Wvlet queries (saved as .wv files) provide an intuitive way to describe data processing pipelines. These pipelines are eventually compiled into SQL query sequences.

Traditional SQL Limitations

SQL's syntax often does not match the semantic order of data processing. Here is an example cited from A Critique of Modern SQL And A Proposal Towards A Simple and Expressive Query Language (CIDR '24):

semantic-order

In SQL, the syntactic order of SELECT ... statements does not align with the actual data flow inside SQL engines.

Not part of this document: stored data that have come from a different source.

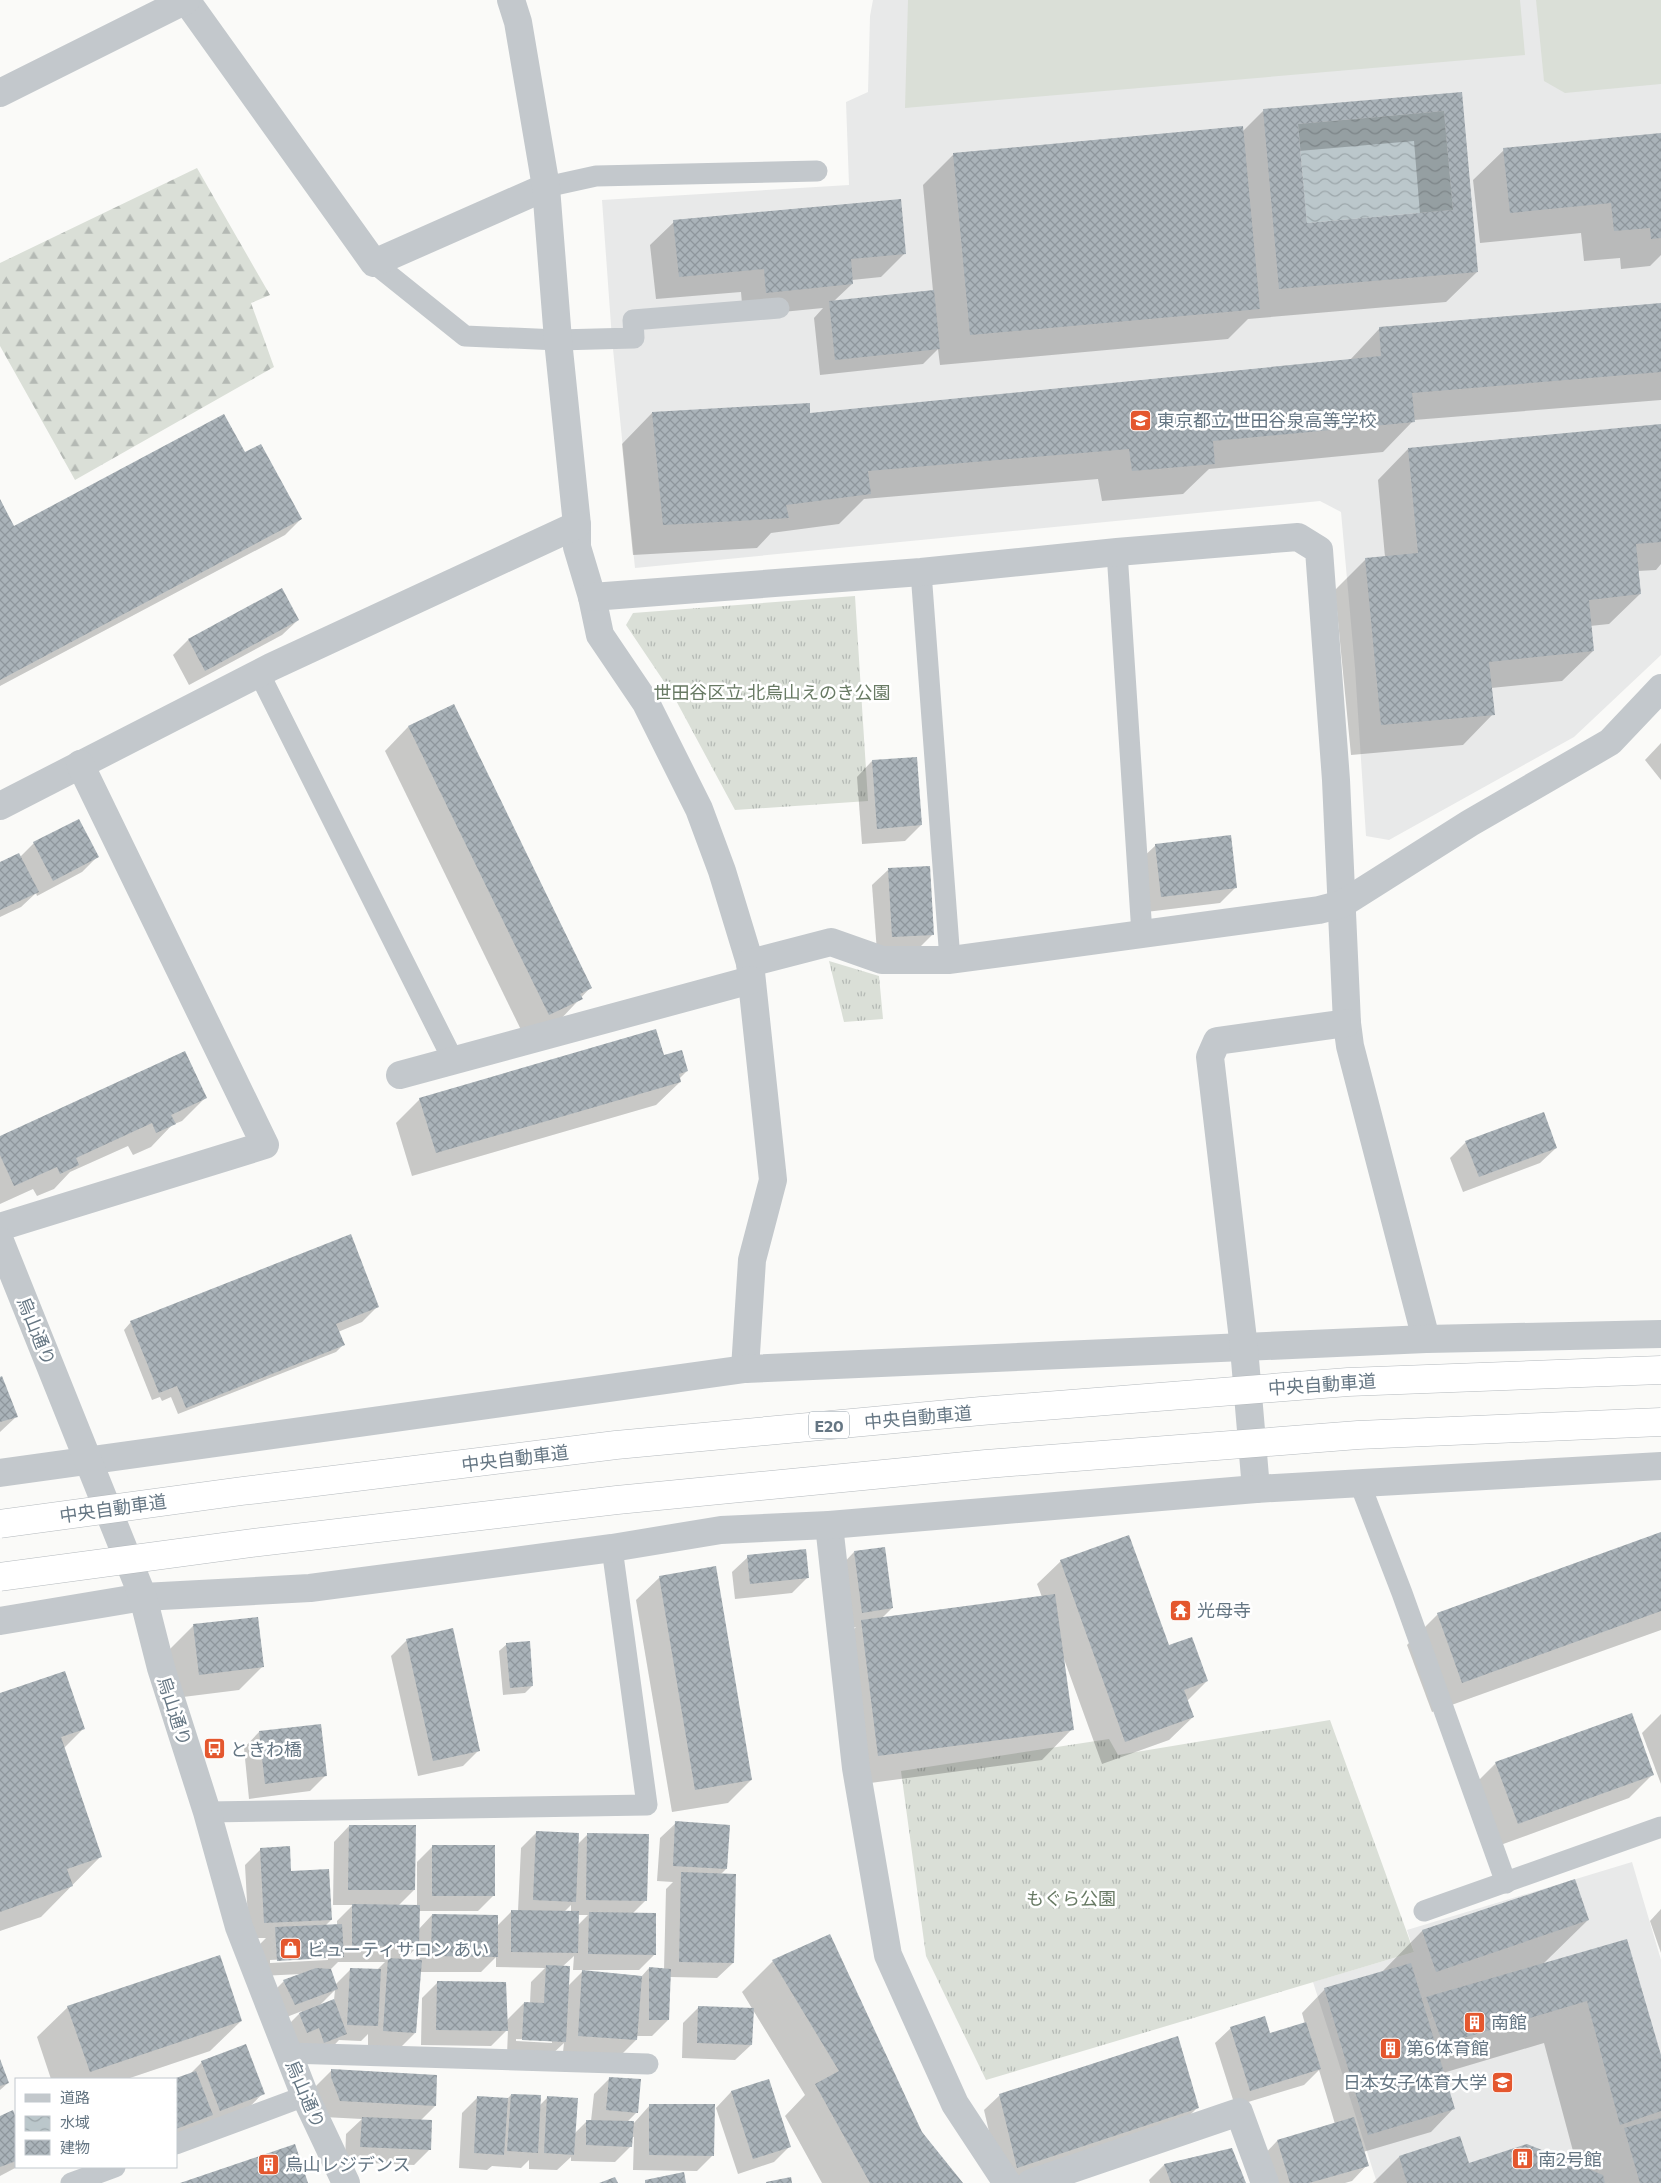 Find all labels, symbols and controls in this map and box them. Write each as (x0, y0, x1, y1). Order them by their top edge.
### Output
school or university icon: 東京都立 世田谷泉高等学校 (1129, 408, 1153, 432)
place label: 東京都立 世田谷泉高等学校 (1157, 409, 1376, 431)
park label: 世田谷区立 北烏山えのき公園 (654, 681, 890, 703)
street label: 烏山通り (13, 1294, 61, 1368)
street label: 中央自動車道 (1267, 1369, 1377, 1399)
street label: 中央自動車道 (863, 1401, 973, 1433)
road number: E20 (809, 1412, 849, 1438)
street label: 中央自動車道 (460, 1441, 570, 1475)
street label: 中央自動車道 (58, 1490, 168, 1526)
temple icon: 光母寺 (1169, 1598, 1193, 1622)
place label: 光母寺 (1197, 1599, 1251, 1621)
street label: 烏山通り (153, 1673, 197, 1749)
bus stop icon: ときわ橋 (202, 1737, 226, 1761)
place label: ときわ橋 (230, 1738, 302, 1760)
park label: もぐら公園 (1026, 1887, 1116, 1909)
shop icon: ビューティサロン あい (279, 1937, 303, 1961)
place label: ビューティサロン あい (307, 1938, 489, 1960)
building icon: 南館 (1463, 2010, 1487, 2034)
place label: 南館 (1491, 2011, 1527, 2033)
building icon: 第6体育館 (1378, 2036, 1402, 2060)
place label: 第6体育館 (1406, 2037, 1489, 2059)
street label: 烏山通り (282, 2057, 330, 2131)
school or university icon: 日本女子体育大学 (1491, 2070, 1515, 2094)
place label: 日本女子体育大学 (1343, 2071, 1487, 2093)
legend (15, 2078, 178, 2168)
text: 道路 (60, 2088, 90, 2106)
text: 水域 (60, 2113, 90, 2131)
text: 建物 (60, 2138, 90, 2156)
building icon: 南2号館 (1510, 2147, 1534, 2171)
place label: 南2号館 (1538, 2148, 1602, 2170)
building icon: 烏山レジデンス (257, 2152, 281, 2176)
place label: 烏山レジデンス (285, 2153, 411, 2175) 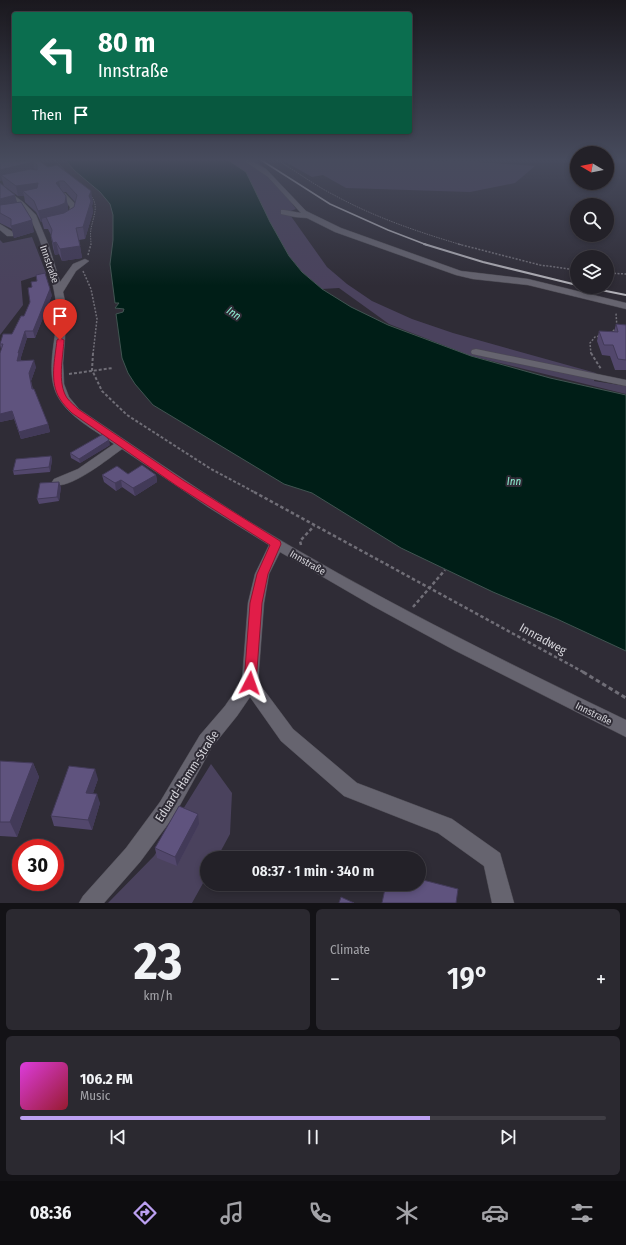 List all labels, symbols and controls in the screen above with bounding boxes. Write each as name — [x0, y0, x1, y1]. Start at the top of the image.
text: 80 m — [98, 26, 155, 59]
icon: left — [32, 28, 84, 80]
text: Innstraße — [98, 60, 168, 82]
icon: arrive — [70, 104, 92, 126]
text: Then — [32, 106, 62, 124]
north arrow — [570, 146, 614, 190]
map controls — [570, 146, 614, 294]
button: search — [570, 198, 614, 242]
street label: Innstraße — [37, 244, 61, 285]
button: layers — [570, 250, 614, 294]
pin — [43, 299, 77, 340]
water label: Inn — [224, 304, 244, 323]
icon: arrive — [49, 305, 71, 327]
water label: Inn — [507, 475, 521, 488]
street label: Innstraße — [288, 548, 327, 578]
street label: Innradweg — [517, 620, 569, 658]
position arrow — [229, 662, 271, 704]
street label: Innstraße — [573, 700, 614, 728]
street label: Eduard-Hamm-Straße — [152, 728, 222, 824]
speed limit sign: 30 — [12, 839, 64, 891]
text: 08:37 · 1 min · 340 m — [252, 862, 374, 880]
text: 23 — [134, 930, 182, 993]
text: Climate — [330, 942, 370, 957]
text: 19° — [447, 961, 489, 997]
text: − — [330, 966, 340, 993]
text: + — [596, 966, 606, 993]
text: km/h — [144, 988, 173, 1003]
text: 106.2 FM — [80, 1070, 133, 1088]
text: Music — [80, 1088, 110, 1103]
icon: previous — [107, 1126, 129, 1148]
icon: pause — [302, 1126, 324, 1148]
icon: next — [497, 1126, 519, 1148]
icon: directions — [131, 1199, 159, 1227]
icon: music — [218, 1199, 246, 1227]
icon: phone — [306, 1199, 334, 1227]
icon: climate — [393, 1199, 421, 1227]
icon: car — [481, 1199, 509, 1227]
icon: filters — [568, 1199, 596, 1227]
text: 08:36 — [30, 1202, 71, 1224]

Wvlet addresses this problem by starting queries with from ... (table scan statement), and then streamlining results through subsequent processing operators like where, group by, and select. This approach resembles passing table values through a UNIX pipe:

-- Starts from table scan
from (table name)
where column = 'filtering condition'
...
where (Add more filtering conditions)
-- Grouping records by keys
group by key1, key2, ...
-- HAVING clause after group by
where (conditions for groups)
-- Specify columns to output
select c1, c2, ...
order by (ordering columns...)

This flow-style syntax allows for creating complex queries in a natural order and adding adding operators for testing or debugging data in the middle of the query. Google's SQL has also adopted this flow-style by introducing the pipe syntax to simplify writing SQL queries: SQL Has Problems. We Can Fix Them: Pipe Syntax In SQL (VLDB 2024).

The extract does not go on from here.